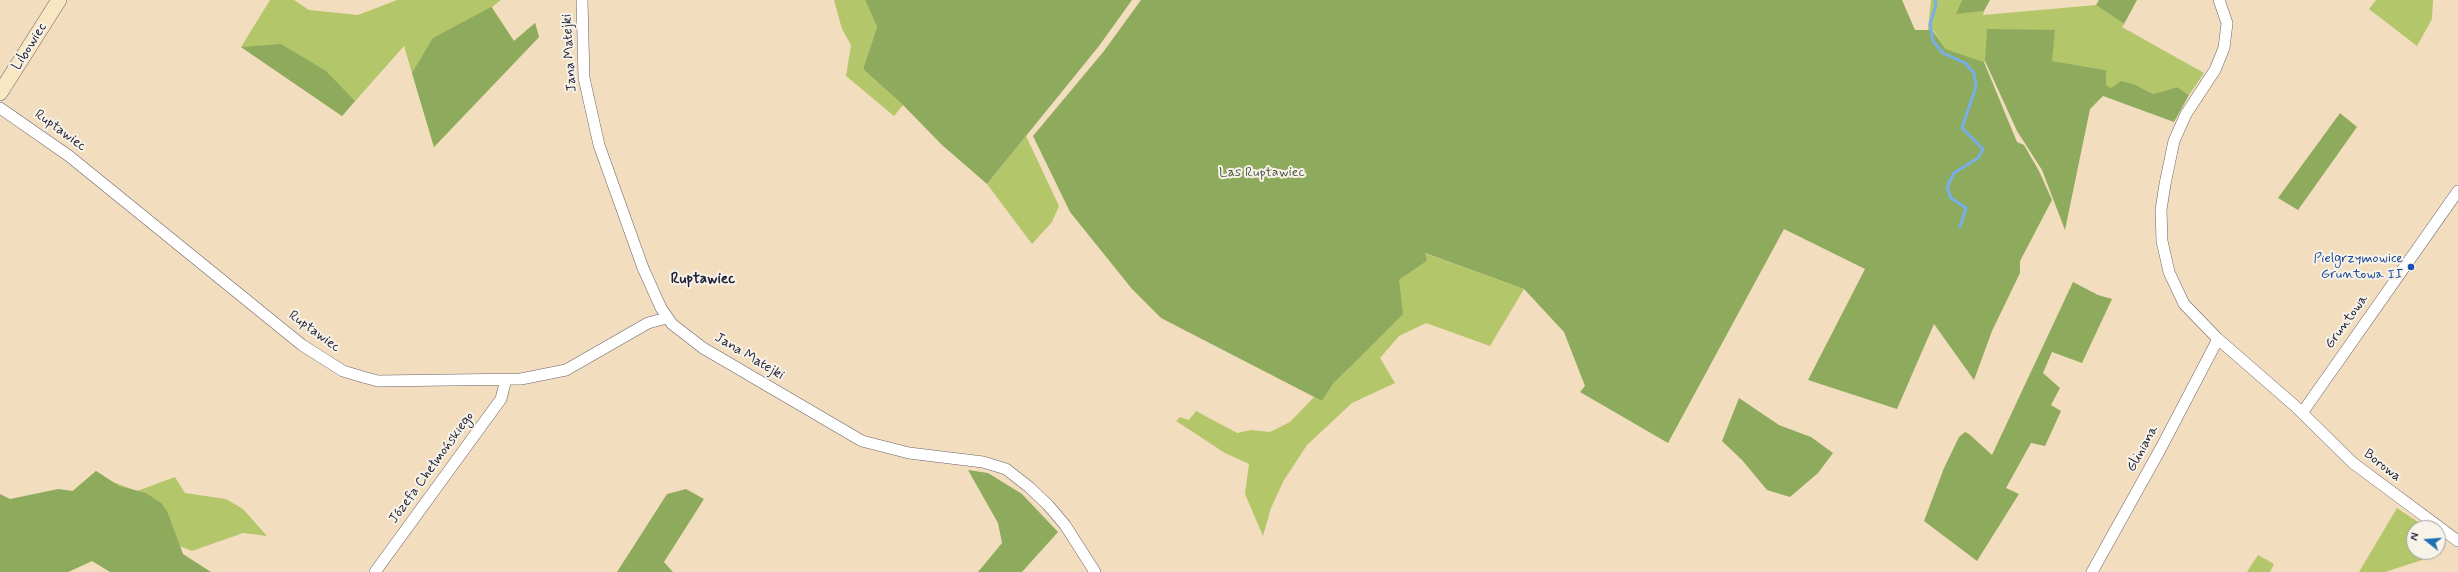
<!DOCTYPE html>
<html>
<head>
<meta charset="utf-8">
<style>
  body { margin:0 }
  #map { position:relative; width:2458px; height:572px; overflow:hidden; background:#f3ddbf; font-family:Mynerve,sans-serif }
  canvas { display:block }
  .north { position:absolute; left:2406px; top:520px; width:40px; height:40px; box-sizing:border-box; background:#f7f3e8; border:1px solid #a29fa3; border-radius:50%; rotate:287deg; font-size:11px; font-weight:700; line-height:16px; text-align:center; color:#22223b }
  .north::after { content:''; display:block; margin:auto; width:14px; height:18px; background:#1f6fb2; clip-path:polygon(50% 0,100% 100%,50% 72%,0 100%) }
</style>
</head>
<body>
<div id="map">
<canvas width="2458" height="572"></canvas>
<div class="north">N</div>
</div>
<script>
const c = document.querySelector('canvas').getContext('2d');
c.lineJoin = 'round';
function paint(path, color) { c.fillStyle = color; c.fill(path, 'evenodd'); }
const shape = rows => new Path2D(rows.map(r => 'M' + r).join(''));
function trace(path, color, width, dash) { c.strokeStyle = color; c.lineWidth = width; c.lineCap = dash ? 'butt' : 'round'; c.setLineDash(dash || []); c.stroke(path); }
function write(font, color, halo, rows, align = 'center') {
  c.font = font + ' Mynerve,sans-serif'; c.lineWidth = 4; c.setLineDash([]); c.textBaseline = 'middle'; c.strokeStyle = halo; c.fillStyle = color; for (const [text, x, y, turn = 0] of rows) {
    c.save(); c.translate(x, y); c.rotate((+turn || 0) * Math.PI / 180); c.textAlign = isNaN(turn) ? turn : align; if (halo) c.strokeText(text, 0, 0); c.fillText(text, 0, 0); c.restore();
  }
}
paint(shape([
  [270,0,294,0,309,10,358,15,397,0,501,0,492,7,514,41,535,23,539,37,434,147,404,46,342,116,241,47],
  [834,0,865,0,877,27,863,69,903,105,894,116,846,76,851,45,842,29],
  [1931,0,1962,0,1957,13,1984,11,1983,15,2096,5,2124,24,2122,27,2204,73,2189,95,2177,87,2153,94,2136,85,2112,89,2106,85,2106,70,2051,61,2055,30,1984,62,1946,49,1933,30,1928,30],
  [2376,0,2433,0,2432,19,2417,46,2369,9],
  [1026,136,1059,206,1052,222,1032,244,987,184],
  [1424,253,1524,289,1490,346,1426,323,1399,336,1380,358,1395,383,1352,403,1307,445,1284,480,1271,508,1263,536,1245,494,1249,464,1225,453,1176,421,1180,417,1189,420,1196,411,1237,433,1251,430,1270,432,1290,422,1314,397,1322,401,1333,384,1348,369,1399,280,1427,261],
  [96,471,113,482,137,491,175,477,185,493,226,499,243,509,267,536,243,533,192,551,132,527,92,561,68,572,0,572,0,501,58,503],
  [2397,508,2427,528,2414,528,2414,552,2428,552,2422,560,2385,572,2359,572],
  [2258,555,2274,564,2270,572,2247,572]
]), '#b3c669');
paint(shape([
  [865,0,1132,0,1099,46,987,184,942,145,903,105,863,69,877,27],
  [1141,0,1902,0,1915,30,1932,30,1946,49,1984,62,2017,142,2024,145,2039,171,2052,200,2020,261,2020,273,1992,331,1974,380,1934,324,1897,409,1808,380,1865,269,1784,229,1668,443,1580,392,1585,386,1564,332,1524,289,1425,253,1427,261,1399,280,1403,314,1333,384,1322,401,1161,318,1132,289,1070,212,1033,136,1104,51],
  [1962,0,1990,0,1984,11,1956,14],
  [2099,0,2137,0,2124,24,2096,5],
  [491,7,514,41,535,23,539,37,434,147,412,73,433,38],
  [1987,29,2055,30,2052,61,2106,70,2106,85,2111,88,2121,81,2136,85,2153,94,2177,87,2189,95,2174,122,2103,96,2090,109,2065,230,2042,170,2017,131,1985,61],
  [281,44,326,71,355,101,342,116,241,47],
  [2340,113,2357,127,2298,210,2278,198],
  [2073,282,2098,295,2112,299,2082,363,2052,352,2043,373,2060,388,2051,405,2061,411,2045,446,2031,443,2006,488,2019,494,1977,561,1924,521,1944,468,1959,437,1965,432,1969,434,1992,455],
  [1739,398,1779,425,1811,437,1833,453,1818,473,1790,497,1767,490,1742,460,1722,441],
  [968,470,988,473,1022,494,1058,532,1022,572,978,572,1002,543,998,523],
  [96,471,119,486,146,493,161,503,167,511,183,554,211,572,110,572,92,561,68,572,0,572,0,494,10,499,58,489,73,491],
  [686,489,704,499,664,562,673,572,617,572,667,494]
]), '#8eab5d');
trace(shape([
  [1935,0,1936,5,1930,24,1933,41,1943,53,1965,63,1974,73,1976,87,1962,128,1983,149,1978,158,1954,173,1947,187,1951,198,1966,208,1960,227]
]), '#78aee7', 3);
const street = shape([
  [582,0,584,78,599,145,643,268,661,308,672,324,703,348,862,441,909,453,983,462,1006,469,1029,487,1048,505,1065,525,1095,572],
  [2219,0,2227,23,2224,48,2215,70,2186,114,2174,141,2165,184,2161,210,2162,241,2169,272,2184,304,2218,339,2295,406,2353,463,2458,541],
  [0,108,69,156,302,345,343,371,363,377,378,381,521,379,566,370,648,323,667,318],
  [2302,413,2458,191],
  [375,572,501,399,506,379],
  [2092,572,2161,448,2218,339]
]);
const secondary = shape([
  [0,93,59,0]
]);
trace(street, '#6b6369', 12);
trace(secondary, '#6b6369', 16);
trace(street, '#fff', 11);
trace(secondary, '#f9e7c3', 15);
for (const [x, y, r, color] of [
  [2411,267,4,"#1a4fb4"]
]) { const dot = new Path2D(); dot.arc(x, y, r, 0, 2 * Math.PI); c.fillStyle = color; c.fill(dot); trace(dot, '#f7f3e8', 1.5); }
write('14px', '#22223b', '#f7f3e8', [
  ["Libowiec",30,47,-58],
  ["Jana Matejki",570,53,-94],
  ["Ruptawiec",60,131,36],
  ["Gruntowa",2347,322,-54],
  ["Ruptawiec",314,332,36],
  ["Jana Matejki",749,357,31],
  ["Gliniana",2143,449,-61],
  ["Borowa",2382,466,38],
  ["Józefa Chełmońskiego",432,468,-54]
]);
write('14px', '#4e5349', '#f7f3e8', [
  ["Las Ruptawiec",1262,173]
]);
write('14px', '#164399', '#f7f3e8', [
  ["Pielgrzymowice",2403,259],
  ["Gruntowa II",2403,275]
], 'right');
write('bold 15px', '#22223b', '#f7f3e8', [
  ["Ruptawiec",703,280]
]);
</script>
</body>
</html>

TASK DETAILS:
Please copy every line from the entries that includes the word "rows".

ANSWER:
const shape = rows => new Path2D(rows.map(r => 'M' + r).join(''));
function write(font, color, halo, rows, align = 'center') {
  c.font = font + ' Mynerve,sans-serif'; c.lineWidth = 4; c.setLineDash([]); c.textBaseline = 'middle'; c.strokeStyle = halo; c.fillStyle = color; for (const [text, x, y, turn = 0] of rows) {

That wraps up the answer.